The solutions of the Airy equation in the complex plane $z$, \[ w'' - zw = 0, \] have the following fundamental properties:
1) Every solution is an entire function of $z$ and can be expanded in a power series \[ w(z) = w(0) \left( 1 + \frac{z^3}{2 \cdot 3} + \frac{z^6}{(2\cdot 3) \cdot(5 \cdot 6)} + \cdots \right) + w'(0) \left( z + \frac{z^4}{3 \cdot 4} + \frac{z^7}{(3 \cdot 4) \cdot(6 \cdot7)} + \cdots \right), \] which converges for all $z$.
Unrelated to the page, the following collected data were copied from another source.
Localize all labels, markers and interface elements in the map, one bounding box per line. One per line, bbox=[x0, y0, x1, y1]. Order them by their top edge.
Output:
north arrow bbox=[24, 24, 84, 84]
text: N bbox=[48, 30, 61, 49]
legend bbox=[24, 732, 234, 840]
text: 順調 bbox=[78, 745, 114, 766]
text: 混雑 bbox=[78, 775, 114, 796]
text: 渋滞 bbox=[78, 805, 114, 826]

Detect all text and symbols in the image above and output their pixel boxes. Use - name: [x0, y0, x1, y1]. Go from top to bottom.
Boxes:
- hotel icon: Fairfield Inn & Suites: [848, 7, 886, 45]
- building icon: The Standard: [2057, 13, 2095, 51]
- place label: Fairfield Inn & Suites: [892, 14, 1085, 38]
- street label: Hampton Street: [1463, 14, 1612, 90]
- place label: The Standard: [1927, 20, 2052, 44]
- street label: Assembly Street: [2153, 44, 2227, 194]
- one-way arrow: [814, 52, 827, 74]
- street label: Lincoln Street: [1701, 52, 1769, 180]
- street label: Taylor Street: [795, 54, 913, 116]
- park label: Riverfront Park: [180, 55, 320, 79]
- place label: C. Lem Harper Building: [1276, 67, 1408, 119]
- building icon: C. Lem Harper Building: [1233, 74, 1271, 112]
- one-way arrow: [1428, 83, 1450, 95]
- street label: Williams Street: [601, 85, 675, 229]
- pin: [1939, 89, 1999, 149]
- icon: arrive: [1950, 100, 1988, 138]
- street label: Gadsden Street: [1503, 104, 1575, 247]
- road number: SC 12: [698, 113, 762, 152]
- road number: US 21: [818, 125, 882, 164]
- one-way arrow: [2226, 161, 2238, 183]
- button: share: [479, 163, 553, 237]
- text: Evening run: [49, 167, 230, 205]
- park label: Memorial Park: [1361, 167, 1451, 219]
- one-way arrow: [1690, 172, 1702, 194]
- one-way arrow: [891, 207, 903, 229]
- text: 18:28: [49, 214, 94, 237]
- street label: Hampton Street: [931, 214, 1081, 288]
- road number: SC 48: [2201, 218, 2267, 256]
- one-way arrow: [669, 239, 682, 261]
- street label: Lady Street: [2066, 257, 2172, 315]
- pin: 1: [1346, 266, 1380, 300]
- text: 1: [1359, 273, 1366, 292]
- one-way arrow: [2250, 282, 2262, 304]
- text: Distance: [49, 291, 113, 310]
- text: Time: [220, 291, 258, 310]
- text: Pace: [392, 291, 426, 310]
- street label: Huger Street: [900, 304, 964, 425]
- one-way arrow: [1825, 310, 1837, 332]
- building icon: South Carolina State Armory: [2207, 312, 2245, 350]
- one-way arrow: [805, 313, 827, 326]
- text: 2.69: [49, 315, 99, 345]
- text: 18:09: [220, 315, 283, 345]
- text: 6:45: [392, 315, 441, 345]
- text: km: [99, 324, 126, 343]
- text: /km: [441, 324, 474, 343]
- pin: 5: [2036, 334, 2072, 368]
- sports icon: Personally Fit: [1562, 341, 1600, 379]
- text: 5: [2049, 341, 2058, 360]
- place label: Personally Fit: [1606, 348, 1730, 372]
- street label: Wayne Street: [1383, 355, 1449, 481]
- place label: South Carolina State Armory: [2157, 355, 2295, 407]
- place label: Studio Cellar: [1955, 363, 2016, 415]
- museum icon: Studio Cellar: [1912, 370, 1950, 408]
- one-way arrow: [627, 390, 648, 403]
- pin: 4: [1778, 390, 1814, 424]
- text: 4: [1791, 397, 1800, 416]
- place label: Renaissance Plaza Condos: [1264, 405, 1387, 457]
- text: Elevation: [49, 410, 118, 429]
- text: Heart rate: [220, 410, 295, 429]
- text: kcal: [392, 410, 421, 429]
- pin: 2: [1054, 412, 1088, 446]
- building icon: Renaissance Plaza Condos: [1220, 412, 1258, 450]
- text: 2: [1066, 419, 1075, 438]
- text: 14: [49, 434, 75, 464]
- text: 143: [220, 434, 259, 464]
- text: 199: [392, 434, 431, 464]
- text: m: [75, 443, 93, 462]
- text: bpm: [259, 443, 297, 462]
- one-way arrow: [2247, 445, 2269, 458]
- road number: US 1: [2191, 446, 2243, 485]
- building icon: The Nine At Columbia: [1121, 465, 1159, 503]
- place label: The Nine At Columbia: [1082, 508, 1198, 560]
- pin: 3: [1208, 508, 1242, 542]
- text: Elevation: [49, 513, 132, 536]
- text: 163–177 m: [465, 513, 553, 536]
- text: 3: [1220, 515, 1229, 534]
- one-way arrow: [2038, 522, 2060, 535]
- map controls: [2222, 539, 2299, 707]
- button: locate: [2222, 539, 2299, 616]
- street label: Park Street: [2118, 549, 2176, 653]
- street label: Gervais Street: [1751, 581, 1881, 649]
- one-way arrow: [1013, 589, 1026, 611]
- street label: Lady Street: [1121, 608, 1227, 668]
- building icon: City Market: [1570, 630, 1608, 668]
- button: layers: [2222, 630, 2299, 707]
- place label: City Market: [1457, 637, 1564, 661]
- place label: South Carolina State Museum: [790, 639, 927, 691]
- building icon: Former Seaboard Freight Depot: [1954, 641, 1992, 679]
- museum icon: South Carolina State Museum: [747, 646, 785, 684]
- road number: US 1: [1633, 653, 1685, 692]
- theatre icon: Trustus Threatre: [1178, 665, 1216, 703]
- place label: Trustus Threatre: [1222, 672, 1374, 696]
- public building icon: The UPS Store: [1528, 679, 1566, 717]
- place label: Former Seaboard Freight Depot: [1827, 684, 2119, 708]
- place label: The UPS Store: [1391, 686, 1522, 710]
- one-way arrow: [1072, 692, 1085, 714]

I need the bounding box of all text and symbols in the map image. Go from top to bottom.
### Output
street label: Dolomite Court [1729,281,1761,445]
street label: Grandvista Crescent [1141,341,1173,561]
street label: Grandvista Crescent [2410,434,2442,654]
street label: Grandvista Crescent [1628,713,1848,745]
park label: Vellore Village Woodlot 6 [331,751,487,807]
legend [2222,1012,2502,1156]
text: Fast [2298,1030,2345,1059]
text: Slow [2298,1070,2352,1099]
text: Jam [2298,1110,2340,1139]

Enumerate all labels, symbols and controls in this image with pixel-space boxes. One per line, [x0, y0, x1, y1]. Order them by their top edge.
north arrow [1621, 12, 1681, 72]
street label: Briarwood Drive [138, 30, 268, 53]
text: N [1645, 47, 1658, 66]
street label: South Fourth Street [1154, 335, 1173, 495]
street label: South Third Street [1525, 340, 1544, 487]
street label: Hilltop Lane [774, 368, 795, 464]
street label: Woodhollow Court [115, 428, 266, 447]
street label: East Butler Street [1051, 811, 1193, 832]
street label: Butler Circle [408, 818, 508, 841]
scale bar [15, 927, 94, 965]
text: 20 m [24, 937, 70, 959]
2) If $w(z) \not\equiv 0$ is a solution of the Airy equation, then so are $w(\omega z)$ and $w(\omega^2 z)$, where $w=\mathrm{e}^{2\pi\mathrm{i}/3}$, and any two of these solutions are linearly independent. The following identity holds: \[ w(z) + w(\omega z) + w(\omega^2 z) \equiv 0. \]
References
- [AbSt] M. Abramowitz (ed.) I.A. Stegun (ed.), Handbook of mathematical functions, Appl. Math. Series, 55, Nat. Bureau of Standards,, U.S. Department Commerce (1964)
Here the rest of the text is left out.